Collected data:
******
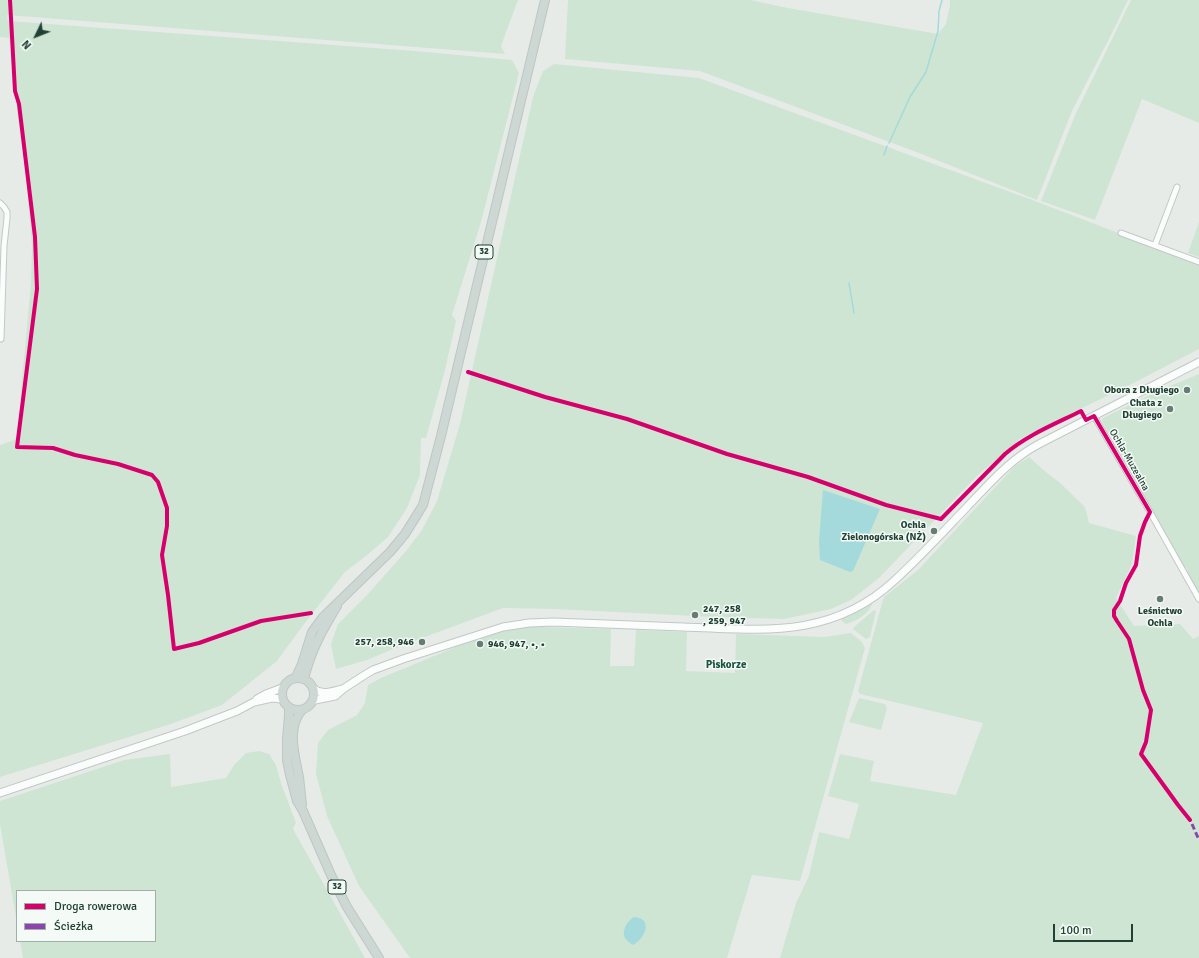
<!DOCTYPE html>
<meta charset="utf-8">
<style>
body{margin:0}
#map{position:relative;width:1199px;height:958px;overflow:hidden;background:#e6ebe8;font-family:Signika,sans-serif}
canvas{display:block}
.legend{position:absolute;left:16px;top:890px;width:140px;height:52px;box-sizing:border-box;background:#f4faf6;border:1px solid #a0b0a9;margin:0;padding:5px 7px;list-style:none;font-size:12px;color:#214135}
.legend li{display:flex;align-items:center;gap:8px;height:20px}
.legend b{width:20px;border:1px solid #a0b0a9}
.north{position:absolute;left:16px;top:16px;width:40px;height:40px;-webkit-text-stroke:3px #f4faf6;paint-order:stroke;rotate:227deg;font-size:11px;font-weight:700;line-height:16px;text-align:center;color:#214135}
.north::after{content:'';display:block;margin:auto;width:14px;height:18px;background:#214135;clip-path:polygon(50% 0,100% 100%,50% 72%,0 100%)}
.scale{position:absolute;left:1053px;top:924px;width:80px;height:18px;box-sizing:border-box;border:2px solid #214135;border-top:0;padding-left:5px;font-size:12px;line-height:14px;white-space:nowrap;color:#214135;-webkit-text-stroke:3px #f4faf6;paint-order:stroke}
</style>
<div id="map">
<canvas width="1199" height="958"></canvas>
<ul class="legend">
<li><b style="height:5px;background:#d6006c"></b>Droga rowerowa</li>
<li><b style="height:5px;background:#8e44ad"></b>Ścieżka</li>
</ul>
<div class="north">N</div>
<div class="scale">100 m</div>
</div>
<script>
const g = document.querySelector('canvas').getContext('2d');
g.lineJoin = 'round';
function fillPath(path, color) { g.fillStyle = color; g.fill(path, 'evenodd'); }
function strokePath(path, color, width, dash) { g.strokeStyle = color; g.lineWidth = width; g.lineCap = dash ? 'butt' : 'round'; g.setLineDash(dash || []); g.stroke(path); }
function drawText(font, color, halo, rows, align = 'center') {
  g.font = font + ' Signika,sans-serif'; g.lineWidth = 3; g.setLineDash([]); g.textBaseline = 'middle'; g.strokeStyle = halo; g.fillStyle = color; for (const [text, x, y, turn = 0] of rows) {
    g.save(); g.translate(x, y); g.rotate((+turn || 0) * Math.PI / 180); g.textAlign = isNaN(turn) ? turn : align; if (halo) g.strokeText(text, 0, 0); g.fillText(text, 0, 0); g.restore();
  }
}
const green = new Path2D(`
 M0,0h518l-17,46 4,8 -498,-39 1,6 407,30 97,9 7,13 -38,149 -29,93 4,6 -11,49 -19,68h-5l-1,37 -13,33 -19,29 -22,19 -21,16 -41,52 -27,37 -55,44 -51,19 -171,53v-332l20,-7 1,-47 10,-107 1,-38 -6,-71 -9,-65 -3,-40 -5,-32 -9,-1z
 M568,0h182l38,8 150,26 8,-10 4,-19v-5h178l-16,33 -40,78 -35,89 -118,-47 -219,-82 -135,-12z
 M1131,0h68v123l-57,-24 -47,121 -54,-19 35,-88z
 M554,64l145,14 336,123 164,63v85l-81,42v-1l-7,3v1l-78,38 -13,7 -42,36 -99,103 -28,22 -20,9 -47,10 -70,-2 -158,-8 -53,-1 -105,39 -31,13 -31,9 -5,-25 7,-20 30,-30 38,-43 16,-21 15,-29 23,-77 73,-327 10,-26z
 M1199,222v35l-11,-4z
 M1199,374v220l-11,-20 -1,-6 -3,-1 -82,-146 1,-3 55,-27z
 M1029,457l18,16 12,9 26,25 4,16 47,13 -4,28 -16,34 18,28 46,-2 13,15 6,-3v322h-419l16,-55 13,-27 10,-44 30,7 10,-35 -31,-8 12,-42 34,7 -4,20 86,14 27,-72 -123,-29 -2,-3 24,-88 2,-6 34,-27 97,-104z
 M869,603l3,1c-2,9 -17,18 -26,20l-4,-3v-3z
 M874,610l2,1 -6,26 -4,2 -13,-10 1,-2z
 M506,626l105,3 -1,37h24l2,-36 51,2 -1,39 49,2 1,-39 88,3 27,-4 11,9 3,6 -65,233 -48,-6 -25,83h-317l-51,-72 -32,-70 -11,-42 2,-31 10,-13 29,-15 8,-12 3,-18 13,-7z
 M859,698l26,6 2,4 -6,22 -32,-8z
 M259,751l10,3 7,11 5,18 15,40 -3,6 72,129h-342l-3,-17h135v-50h-138v32l-17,-99v-23l124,-41 46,-6 1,33 55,-9 8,-13 12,-12z`);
const water = new Path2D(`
 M823,490l57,19 -27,62 -3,1 -30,-12 -1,-19z
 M634,917c20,1 11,22 -1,28 -3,-2 -6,-4 -8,-7 -4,-7 3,-18 9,-21z`);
const stream = new Path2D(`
 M889,143l21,-46 16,-25 12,-41 1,-20 3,-11
 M884,155l3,-9
 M849,283l5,30`);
const street = new Path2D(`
 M0,203l4,4 3,5v6l-3,28 -3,93
 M1121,233l78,29
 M1155,245l22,-58
 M1094,416l56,96 49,87`);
const secondary = new Path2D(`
 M314,689c8,7 19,2 29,0
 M257,699l9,-5 16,-6
 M312,702l3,-2 20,-4 8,-7 20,-13 10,-6 30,-11 100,-32 26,-4 25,-1c43,2 86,3 129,5 79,3 149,12 212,-47 25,-23 48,-48 72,-73 23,-24 42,-47 72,-63l160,-82
 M0,793l185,-62 52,-20 17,-9 18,-4 10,1`);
const primary = new Path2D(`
 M296,677l6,-13 10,-32 11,-15 67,-65 15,-18 10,-16 8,-13 18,-69 104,-436
 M282 694a16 16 0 1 1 32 0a16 16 0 1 1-32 0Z
 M304,679c7,-29 18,-48 33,-73
 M289,707v9l-2,23v21l3,15 7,26 6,10 28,64 16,32 32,51
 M302,710c-16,18 -7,46 -3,67 1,9 2,18 3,28`);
const quiet = new Path2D(`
 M1192,824l7,16`);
const cycleway = new Path2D(`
 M10,0l5,91 4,13 16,133 2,52 -20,158 36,1 22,7 43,9 34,11 6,7 9,26v18l-5,29 6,40 6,54 25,-6 62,-22 50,-8
 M468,372l77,25 82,22 100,35 81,23 78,28 55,14 64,-65c22,-19 50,-30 76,-43l5,9 8,-4 56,96 -5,10 -5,14 -4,29 -10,18 -6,18 -6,9v6l3,5 12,18 14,51 8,20 -5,32 -5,12 37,51 12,15`);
const markers = [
 [1187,390,4,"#667c74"],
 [1170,409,4,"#667c74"],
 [934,531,4,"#667c74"],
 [1160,599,4,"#667c74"],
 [695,615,4,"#667c74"],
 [422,642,4,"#667c74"],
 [480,644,4,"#667c74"]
];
const shields = [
 [484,252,18],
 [337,887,18]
];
const shieldNames = [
 ["32",484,252],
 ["32",337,887]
];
const poiNames = [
 ["Obora z Długiego",1179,390],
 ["Chata z",1162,403],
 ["Długiego",1162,415],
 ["Ochla",926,525],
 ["Zielonogórska (NŻ)",926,537],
 ["247, 258",703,609,"left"],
 [", 259, 947",703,621,"left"],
 ["Leśnictwo",1160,611,"center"],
 ["Ochla",1160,623,"center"],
 ["257, 258, 946",414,642],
 ["946, 947, •, •",488,644,"left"]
];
const streetNames = [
 ["Ochla-Muzealna",1129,460,60]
];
const neighbourhoodNames = [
 ["Piskorze",726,665]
];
fillPath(green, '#cee5d3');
fillPath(water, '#a4dadc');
strokePath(stream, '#a4dadc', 1.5);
strokePath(street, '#c3c8c5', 7);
strokePath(secondary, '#c1c9c5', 9);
strokePath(primary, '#bdc7c3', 10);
strokePath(street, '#fbfcfc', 5);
strokePath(secondary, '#fbfcfc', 7);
strokePath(primary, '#cdd7d3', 8);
strokePath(quiet, '#8e44ad', 3, [6, 3]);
strokePath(cycleway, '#d6006c', 4);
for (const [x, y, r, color] of markers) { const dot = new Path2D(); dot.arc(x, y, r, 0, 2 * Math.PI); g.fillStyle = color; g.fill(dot); strokePath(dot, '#f4faf6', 1.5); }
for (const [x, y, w] of shields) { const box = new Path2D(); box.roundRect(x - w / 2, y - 7, w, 14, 3); g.fillStyle = '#f4faf6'; g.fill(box); strokePath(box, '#214135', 1); }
drawText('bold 9px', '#214135', null, shieldNames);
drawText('bold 10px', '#214135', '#f4faf6', poiNames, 'right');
drawText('10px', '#214135', '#f4faf6', streetNames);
drawText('bold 11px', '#1b5541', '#f4faf6', neighbourhoodNames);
</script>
******
● PROBLEM TO SOLVE
Look above for the line with "M289,707v9l-2,23v21l3,15 7,26 6,10" and the line with "drawText('bold 9px', '#214135', null, shieldNames);". Retype those two lines and every line between them exactly, adding nothing.

● ANSWER SECTION
 M289,707v9l-2,23v21l3,15 7,26 6,10 28,64 16,32 32,51
 M302,710c-16,18 -7,46 -3,67 1,9 2,18 3,28`);
const quiet = new Path2D(`
 M1192,824l7,16`);
const cycleway = new Path2D(`
 M10,0l5,91 4,13 16,133 2,52 -20,158 36,1 22,7 43,9 34,11 6,7 9,26v18l-5,29 6,40 6,54 25,-6 62,-22 50,-8
 M468,372l77,25 82,22 100,35 81,23 78,28 55,14 64,-65c22,-19 50,-30 76,-43l5,9 8,-4 56,96 -5,10 -5,14 -4,29 -10,18 -6,18 -6,9v6l3,5 12,18 14,51 8,20 -5,32 -5,12 37,51 12,15`);
const markers = [
 [1187,390,4,"#667c74"],
 [1170,409,4,"#667c74"],
 [934,531,4,"#667c74"],
 [1160,599,4,"#667c74"],
 [695,615,4,"#667c74"],
 [422,642,4,"#667c74"],
 [480,644,4,"#667c74"]
];
const shields = [
 [484,252,18],
 [337,887,18]
];
const shieldNames = [
 ["32",484,252],
 ["32",337,887]
];
const poiNames = [
 ["Obora z Długiego",1179,390],
 ["Chata z",1162,403],
 ["Długiego",1162,415],
 ["Ochla",926,525],
 ["Zielonogórska (NŻ)",926,537],
 ["247, 258",703,609,"left"],
 [", 259, 947",703,621,"left"],
 ["Leśnictwo",1160,611,"center"],
 ["Ochla",1160,623,"center"],
 ["257, 258, 946",414,642],
 ["946, 947, •, •",488,644,"left"]
];
const streetNames = [
 ["Ochla-Muzealna",1129,460,60]
];
const neighbourhoodNames = [
 ["Piskorze",726,665]
];
fillPath(green, '#cee5d3');
fillPath(water, '#a4dadc');
strokePath(stream, '#a4dadc', 1.5);
strokePath(street, '#c3c8c5', 7);
strokePath(secondary, '#c1c9c5', 9);
strokePath(primary, '#bdc7c3', 10);
strokePath(street, '#fbfcfc', 5);
strokePath(secondary, '#fbfcfc', 7);
strokePath(primary, '#cdd7d3', 8);
strokePath(quiet, '#8e44ad', 3, [6, 3]);
strokePath(cycleway, '#d6006c', 4);
for (const [x, y, r, color] of markers) { const dot = new Path2D(); dot.arc(x, y, r, 0, 2 * Math.PI); g.fillStyle = color; g.fill(dot); strokePath(dot, '#f4faf6', 1.5); }
for (const [x, y, w] of shields) { const box = new Path2D(); box.roundRect(x - w / 2, y - 7, w, 14, 3); g.fillStyle = '#f4faf6'; g.fill(box); strokePath(box, '#214135', 1); }
drawText('bold 9px', '#214135', null, shieldNames);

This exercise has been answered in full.